Malaysia Airlines CEO Christoph Mueller resigns over ‘changing personal circumstances’
Malaysia Airlines Bhd’s Chief Executive and Managing Director Christoph Mueller is quitting after only one year at the helm of the ailing national carrier due to “changing personal circumstances”, the company said in a statement on Tuesday.
Mueller, who assumed the CEO post in May last year, had signed a three-year contract with the heavy task of reviving the airline that he declared last June to be “technically bankrupt”.
The statement said Mueller will leave in September, but intends to remain on the MAB board as a non-executive director.
It said the board “has commenced a search for a new CEO which will encompass both internal and external potential candidates.”

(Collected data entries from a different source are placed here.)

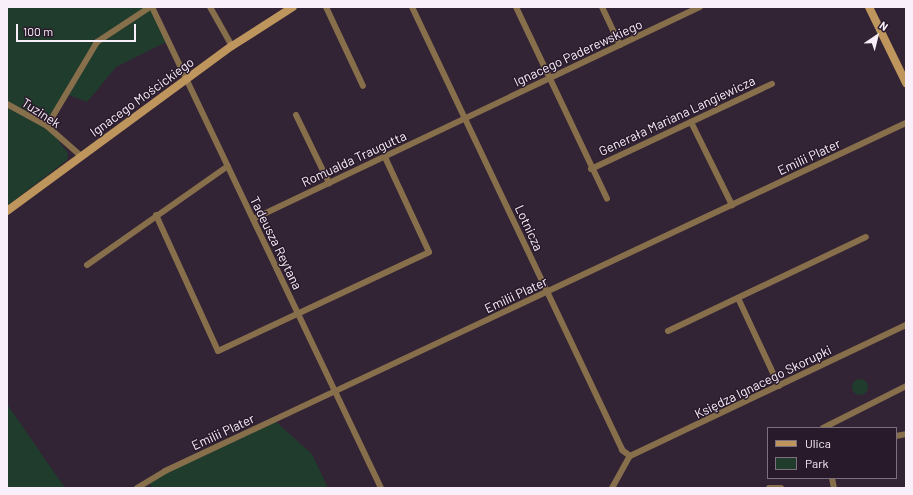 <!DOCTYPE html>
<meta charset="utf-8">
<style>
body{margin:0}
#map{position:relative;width:913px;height:495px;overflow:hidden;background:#332435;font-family:Barlow,sans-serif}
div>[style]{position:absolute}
.green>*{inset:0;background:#1f3c2c}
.round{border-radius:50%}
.street>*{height:6px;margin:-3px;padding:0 3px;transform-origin:3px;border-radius:3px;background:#886f4c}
.secondary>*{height:8px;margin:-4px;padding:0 4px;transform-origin:4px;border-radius:4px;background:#be955c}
span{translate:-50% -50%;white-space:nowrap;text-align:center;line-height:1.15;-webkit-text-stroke:3px #291a2b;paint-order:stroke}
.street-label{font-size:13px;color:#f9effa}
.frame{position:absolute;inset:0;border:8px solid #f9effa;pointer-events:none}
.legend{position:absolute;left:767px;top:427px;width:130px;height:52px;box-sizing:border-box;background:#291a2b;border:1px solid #7c6f7e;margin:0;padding:5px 7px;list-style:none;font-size:12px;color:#f9effa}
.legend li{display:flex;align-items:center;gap:8px;height:20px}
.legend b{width:20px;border:1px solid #7c6f7e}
.north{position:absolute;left:857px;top:16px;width:40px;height:40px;-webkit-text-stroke:3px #291a2b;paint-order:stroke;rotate:35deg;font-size:11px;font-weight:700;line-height:16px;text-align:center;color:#f9effa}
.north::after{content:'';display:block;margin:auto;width:14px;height:18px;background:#f9effa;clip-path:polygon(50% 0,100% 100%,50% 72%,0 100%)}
.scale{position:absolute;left:16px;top:24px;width:120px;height:18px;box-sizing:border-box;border:2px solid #f9effa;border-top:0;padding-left:5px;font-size:12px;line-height:14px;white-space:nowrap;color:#f9effa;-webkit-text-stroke:3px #291a2b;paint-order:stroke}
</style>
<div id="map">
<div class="green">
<i style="clip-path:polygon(7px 7px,152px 7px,168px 41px,116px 67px,87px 102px,66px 94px,47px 126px,68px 153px,67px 160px,7px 206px)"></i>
<i class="round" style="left:852px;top:379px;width:16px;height:16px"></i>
<i style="clip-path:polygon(7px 404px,65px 488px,7px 488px)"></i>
<i style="clip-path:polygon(275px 421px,312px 454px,328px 488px,152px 488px,148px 480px)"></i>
</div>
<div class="street">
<i style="left:152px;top:7px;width:533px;rotate:64.54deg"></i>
<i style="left:210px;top:7px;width:45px;rotate:60.6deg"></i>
<i style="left:326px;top:7px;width:87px;rotate:64.9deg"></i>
<i style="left:412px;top:7px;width:490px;rotate:64.6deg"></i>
<i style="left:622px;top:450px;width:10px;rotate:37deg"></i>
<i style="left:516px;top:7px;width:212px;rotate:64.6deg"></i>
<i style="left:602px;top:7px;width:42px;rotate:64.7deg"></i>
<i style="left:7px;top:104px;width:46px;rotate:28.8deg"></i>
<i style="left:47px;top:126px;width:45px;rotate:41.4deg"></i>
<i style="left:296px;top:115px;width:76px;rotate:64.1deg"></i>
<i style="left:691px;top:122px;width:93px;rotate:63.7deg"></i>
<i style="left:47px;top:126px;width:98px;rotate:-59.2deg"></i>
<i style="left:97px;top:42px;width:64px;rotate:-33.4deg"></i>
<i style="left:591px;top:169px;width:200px;rotate:-25.2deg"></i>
<i style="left:156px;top:215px;width:149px;rotate:65.5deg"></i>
<i style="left:218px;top:351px;width:233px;rotate:-25.1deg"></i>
<i style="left:429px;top:252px;width:105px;rotate:-114.9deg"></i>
<i style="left:253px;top:219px;width:495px;rotate:-25.4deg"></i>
<i style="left:87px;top:265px;width:172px;rotate:-35.1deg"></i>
<i style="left:738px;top:298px;width:97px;rotate:65deg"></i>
<i style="left:668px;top:331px;width:219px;rotate:-25.4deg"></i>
<i style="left:823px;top:428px;width:93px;rotate:-26.8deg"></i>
<i style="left:896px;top:436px;width:10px;rotate:-11deg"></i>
<i style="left:630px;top:456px;width:306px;rotate:-25.4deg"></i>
<i style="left:832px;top:478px;width:10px;rotate:79deg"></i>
<i style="left:137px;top:488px;width:33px;rotate:-31deg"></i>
<i style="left:165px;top:471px;width:819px;rotate:-25.16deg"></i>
<i style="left:612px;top:488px;width:37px;rotate:-61deg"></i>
<i style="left:769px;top:488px;width:12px"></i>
</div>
<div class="secondary">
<i style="left:869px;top:7px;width:85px;rotate:64deg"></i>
<i style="left:7px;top:211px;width:279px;rotate:-36.3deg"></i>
<i style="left:232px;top:46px;width:72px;rotate:-32.6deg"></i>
</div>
<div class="street-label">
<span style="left:578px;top:53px;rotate:-25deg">Ignacego Paderewskiego</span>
<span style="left:142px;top:97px;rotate:-36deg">Ignacego Mościckiego</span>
<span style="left:41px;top:113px;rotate:33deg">Tuzinek</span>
<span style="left:677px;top:116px;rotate:-25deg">Generała Mariana Langiewicza</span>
<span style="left:809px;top:157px;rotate:-25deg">Emilii Plater</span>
<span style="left:354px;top:159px;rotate:-25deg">Romualda Traugutta</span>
<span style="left:529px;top:228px;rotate:65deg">Lotnicza</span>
<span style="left:276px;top:243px;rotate:64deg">Tadeusza Reytana</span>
<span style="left:516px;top:295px;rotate:-25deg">Emilii Plater</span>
<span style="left:763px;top:382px;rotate:-26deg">Księdza Ignacego Skorupki</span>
<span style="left:223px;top:432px;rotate:-25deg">Emilii Plater</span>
</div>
<div class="frame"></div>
<ul class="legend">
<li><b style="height:5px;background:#be955c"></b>Ulica</li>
<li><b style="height:11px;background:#1f3c2c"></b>Park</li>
</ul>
<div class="north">N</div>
<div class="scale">100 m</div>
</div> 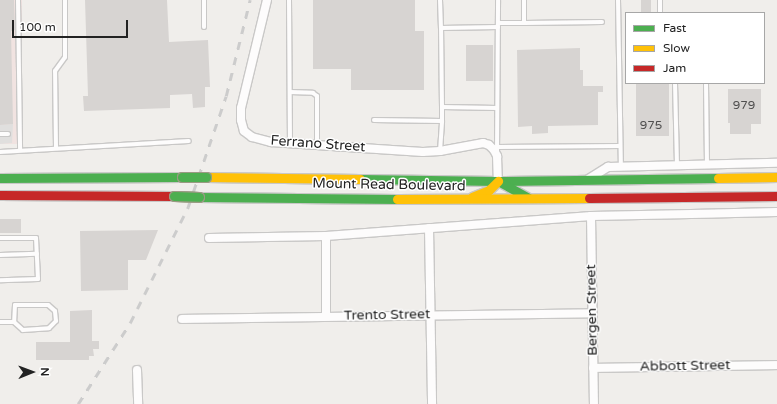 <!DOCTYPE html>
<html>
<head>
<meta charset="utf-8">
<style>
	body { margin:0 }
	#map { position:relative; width:777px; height:404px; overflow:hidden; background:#f0eeeb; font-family:"Varela Round",sans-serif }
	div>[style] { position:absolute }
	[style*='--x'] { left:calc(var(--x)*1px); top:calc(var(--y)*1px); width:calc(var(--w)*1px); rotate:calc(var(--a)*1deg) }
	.commercial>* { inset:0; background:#f1e3e1; transform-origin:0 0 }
	.parking>* { inset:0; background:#e0dfde }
	.building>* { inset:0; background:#d7d4d2; transform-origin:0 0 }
	.roads { filter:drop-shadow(1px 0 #c9c8c7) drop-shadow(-1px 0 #c9c8c7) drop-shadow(0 1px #c9c8c7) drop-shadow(0 -1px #c9c8c7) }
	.lane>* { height:4px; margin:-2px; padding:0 2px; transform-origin:2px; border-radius:2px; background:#fdfcfc }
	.street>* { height:8px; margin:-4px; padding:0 4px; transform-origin:4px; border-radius:4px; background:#fdfcfc }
	.fast>* { height:9px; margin:-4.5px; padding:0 4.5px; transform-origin:4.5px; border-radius:4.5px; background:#4caf50 }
	.slow>* { height:9px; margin:-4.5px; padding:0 4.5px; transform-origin:4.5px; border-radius:4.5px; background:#ffc107 }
	.jam>* { height:9px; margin:-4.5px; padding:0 4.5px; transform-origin:4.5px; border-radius:4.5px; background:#c62828 }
	.rail>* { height:2.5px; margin-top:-1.25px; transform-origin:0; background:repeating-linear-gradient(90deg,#ccc 0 8px,transparent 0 16px) }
	.bridges { filter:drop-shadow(1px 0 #999a82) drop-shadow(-1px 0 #999a82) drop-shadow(0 1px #999a82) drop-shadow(0 -1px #999a82) }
	.fast-bridge>* { height:9px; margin:-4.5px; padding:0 4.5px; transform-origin:4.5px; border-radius:4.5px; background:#4caf50 }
	span { translate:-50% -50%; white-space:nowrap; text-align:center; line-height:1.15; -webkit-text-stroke:3px #fff; paint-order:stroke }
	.number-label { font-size:12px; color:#4f4e4e }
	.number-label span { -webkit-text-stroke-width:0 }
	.street-label { font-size:14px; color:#222 }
	.legend { position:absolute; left:625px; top:12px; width:140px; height:72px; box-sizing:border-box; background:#fff; border:1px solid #a7a7a7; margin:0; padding:5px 7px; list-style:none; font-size:12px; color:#222 }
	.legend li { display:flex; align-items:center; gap:8px; height:20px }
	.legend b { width:20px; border:1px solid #a7a7a7 }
	.north { position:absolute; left:12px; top:352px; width:40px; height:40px; -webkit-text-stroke:3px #fff; paint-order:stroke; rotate:89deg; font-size:11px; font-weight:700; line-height:16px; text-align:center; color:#222 }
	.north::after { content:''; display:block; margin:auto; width:14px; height:18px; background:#222; clip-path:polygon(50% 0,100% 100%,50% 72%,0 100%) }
	.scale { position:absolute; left:12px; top:20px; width:116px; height:18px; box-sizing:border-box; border:2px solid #222; border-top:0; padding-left:5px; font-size:12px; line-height:14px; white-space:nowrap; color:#222; -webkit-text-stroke:3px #fff; paint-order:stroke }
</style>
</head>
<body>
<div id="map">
	<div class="commercial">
		<div style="left:0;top:0;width:22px;height:144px"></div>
	</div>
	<div class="parking">
		<div style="clip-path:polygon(13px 124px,12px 143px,0 144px,0 125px)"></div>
	</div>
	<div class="building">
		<div style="clip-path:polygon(0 0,14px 0,15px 30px,11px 31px,13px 124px,0 125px)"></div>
		<div style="clip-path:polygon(85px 0,167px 0,169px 42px,208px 40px,210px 87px,205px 87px,205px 107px,193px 108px,192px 94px,170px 95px,170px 108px,84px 111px,83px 96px,88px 96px)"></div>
		<div style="clip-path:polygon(313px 0,415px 0,415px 31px,424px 31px,424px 90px,351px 90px,351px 69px,313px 69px)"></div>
		<div style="left:641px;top:0;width:10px;height:13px"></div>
		<div style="left:466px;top:45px;width:27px;height:36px"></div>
		<div style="clip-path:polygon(580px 48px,580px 70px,583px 70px,583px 86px,603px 86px,603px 92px,598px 92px,598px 125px,548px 126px,548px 133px,532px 134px,532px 126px,518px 127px,517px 50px)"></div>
		<div style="left:636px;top:83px;width:33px;height:53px"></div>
		<div style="clip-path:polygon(728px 89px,761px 89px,761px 124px,751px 124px,751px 134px,730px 134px,730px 123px,728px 123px)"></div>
		<div style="left:0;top:219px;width:21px;height:14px"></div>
		<div style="clip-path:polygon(158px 230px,146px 260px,128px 260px,128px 290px,81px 291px,80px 231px)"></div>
		<div style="clip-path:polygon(92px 310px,92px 341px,99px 341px,99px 349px,93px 349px,94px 356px,89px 356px,89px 360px,36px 360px,36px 342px,70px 342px,70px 311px)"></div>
	</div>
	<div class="roads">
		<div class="lane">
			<div style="--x:18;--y:0;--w:150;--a:89.2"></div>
			<div style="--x:204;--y:0;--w:27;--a:90"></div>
			<div style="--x:289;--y:0;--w:143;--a:89.6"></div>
			<div style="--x:440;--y:0;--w:28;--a:88"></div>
			<div style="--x:618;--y:0;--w:166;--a:89"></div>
			<div style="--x:660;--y:0;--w:13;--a:90"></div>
			<div style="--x:498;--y:23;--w:26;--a:0"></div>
			<div style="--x:524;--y:23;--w:23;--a:-90"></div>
			<div style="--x:524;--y:23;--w:78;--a:-0.7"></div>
			<div style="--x:675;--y:83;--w:82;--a:88.6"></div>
			<div style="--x:706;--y:83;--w:81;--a:89.3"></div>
			<div style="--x:290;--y:92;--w:23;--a:2"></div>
			<div style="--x:313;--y:93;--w:5;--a:37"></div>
			<div style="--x:317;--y:96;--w:48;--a:90"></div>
			<div style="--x:497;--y:108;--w:55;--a:-179"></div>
			<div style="--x:442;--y:107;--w:79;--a:-90.7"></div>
			<div style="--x:441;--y:28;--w:57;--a:-1"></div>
			<div style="--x:374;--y:120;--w:68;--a:0.8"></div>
			<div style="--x:442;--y:121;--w:14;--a:-90"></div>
			<div style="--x:0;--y:134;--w:8;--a:0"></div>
			<div style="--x:497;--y:147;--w:123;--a:-0.5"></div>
			<div style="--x:56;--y:148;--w:77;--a:-90.7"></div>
			<div style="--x:55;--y:71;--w:17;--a:-54"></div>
			<div style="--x:65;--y:57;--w:57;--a:-90"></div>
			<div style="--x:440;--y:151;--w:30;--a:-86"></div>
			<div style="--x:0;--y:152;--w:189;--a:-3.3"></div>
			<div style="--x:497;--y:152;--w:152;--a:-89.6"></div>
			<div style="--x:0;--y:238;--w:36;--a:0"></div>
			<div style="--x:36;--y:238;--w:41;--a:87.2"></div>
			<div style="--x:38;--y:279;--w:38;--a:178"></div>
			<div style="--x:0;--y:255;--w:37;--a:-2"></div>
			<div style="--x:0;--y:322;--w:14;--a:0"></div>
			<div style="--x:14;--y:322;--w:12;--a:42"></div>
			<div style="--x:23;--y:330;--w:26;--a:-4"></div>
			<div style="--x:49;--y:328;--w:10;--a:-45"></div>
			<div style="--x:56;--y:321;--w:10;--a:-96"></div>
			<div style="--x:55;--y:311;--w:9;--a:-139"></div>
			<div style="--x:48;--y:305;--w:33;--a:180"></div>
			<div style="--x:15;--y:305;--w:17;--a:93"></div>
		</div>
		<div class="street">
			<div style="--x:267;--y:0;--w:111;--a:103.5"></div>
			<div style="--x:241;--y:108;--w:12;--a:90"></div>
			<div style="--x:241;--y:120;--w:11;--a:75"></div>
			<div style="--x:244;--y:131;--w:10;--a:37"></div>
			<div style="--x:252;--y:137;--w:20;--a:15"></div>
			<div style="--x:271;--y:142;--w:152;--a:3.8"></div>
			<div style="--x:423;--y:152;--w:17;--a:-3"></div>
			<div style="--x:440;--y:151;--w:44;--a:-10.5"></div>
			<div style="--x:483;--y:143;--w:6;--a:18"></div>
			<div style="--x:489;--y:145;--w:7;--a:45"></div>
			<div style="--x:494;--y:150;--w:7;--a:63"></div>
			<div style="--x:497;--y:156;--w:25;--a:88"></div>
			<div style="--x:587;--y:180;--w:25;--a:-32"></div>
			<div style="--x:608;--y:167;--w:169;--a:-1.4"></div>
			<div style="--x:591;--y:216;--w:188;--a:89.1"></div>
			<div style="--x:429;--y:228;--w:176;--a:89"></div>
			<div style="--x:209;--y:238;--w:117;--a:-1"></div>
			<div style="--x:326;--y:236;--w:266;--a:-4.3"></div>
			<div style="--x:591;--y:216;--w:186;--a:-1.2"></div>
			<div style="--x:326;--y:316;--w:80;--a:-90"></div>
			<div style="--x:182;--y:319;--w:410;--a:-0.8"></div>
			<div style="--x:593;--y:368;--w:184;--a:-0.9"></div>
			<div style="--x:137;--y:370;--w:34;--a:88"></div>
		</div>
		<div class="fast">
			<div style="--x:0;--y:178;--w:182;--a:-0.3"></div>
			<div style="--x:360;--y:179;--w:138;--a:0.8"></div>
			<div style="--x:498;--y:181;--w:220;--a:-0.8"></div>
			<div style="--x:498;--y:181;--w:35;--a:29"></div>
			<div style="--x:199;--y:197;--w:198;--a:0.6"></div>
		</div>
		<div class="slow">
			<div style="--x:206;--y:177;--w:154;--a:0.7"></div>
			<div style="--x:718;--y:178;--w:59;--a:-1"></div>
			<div style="--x:472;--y:197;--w:18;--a:-22"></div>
			<div style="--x:489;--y:190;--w:13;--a:-45"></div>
			<div style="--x:397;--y:199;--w:192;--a:-0.3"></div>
		</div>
		<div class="jam">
			<div style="--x:0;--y:195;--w:174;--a:0.3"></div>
			<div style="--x:589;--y:198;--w:188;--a:-0.6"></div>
		</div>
	</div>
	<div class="rail">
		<div style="--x:78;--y:404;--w:96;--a:-57.3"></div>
		<div style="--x:130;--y:323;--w:130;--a:-63.4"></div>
		<div style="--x:188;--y:207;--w:117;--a:-71.1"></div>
		<div style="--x:226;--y:96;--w:99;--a:-76"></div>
	</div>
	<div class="bridges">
		<div class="fast-bridge">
			<div style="--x:182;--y:177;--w:24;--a:0"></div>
			<div style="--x:174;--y:196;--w:25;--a:2"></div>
		</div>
	</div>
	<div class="number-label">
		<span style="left:744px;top:106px">979</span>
		<span style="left:651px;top:126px">975</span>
	</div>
	<div class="street-label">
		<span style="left:318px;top:144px;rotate:4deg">Ferrano Street</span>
		<span style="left:389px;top:185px;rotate:1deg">Mount Read Boulevard</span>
		<span style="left:592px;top:310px;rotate:-91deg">Bergen Street</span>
		<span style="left:387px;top:315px;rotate:-1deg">Trento Street</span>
		<span style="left:685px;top:366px;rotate:-1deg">Abbott Street</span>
	</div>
	<ul class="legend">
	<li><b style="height:5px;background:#4caf50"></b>Fast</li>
	<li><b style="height:5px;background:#ffc107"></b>Slow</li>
	<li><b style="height:5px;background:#c62828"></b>Jam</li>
	</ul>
	<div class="north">N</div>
	<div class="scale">100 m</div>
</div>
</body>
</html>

In a circular e-mailed to staff and seen by Kyodo News, Mueller said his decision to leave is due to “personal reasons which are beyond my control”.
Mueller who has a reputation as “The Terminator” for the job cuts he executed when he was chief executive of Aer Lingus of Ireland, was brought in by Malaysia sovereign fund Khazanah Nasional Bhd as part of its six billion ringgit (US$1.5 billion) recovery plan for MAB.
The plan unveiled in August 2014 involved delisting the company and making it wholly owned by Khazanah, cutting 6,000 jobs and doing away with unprofitable routes.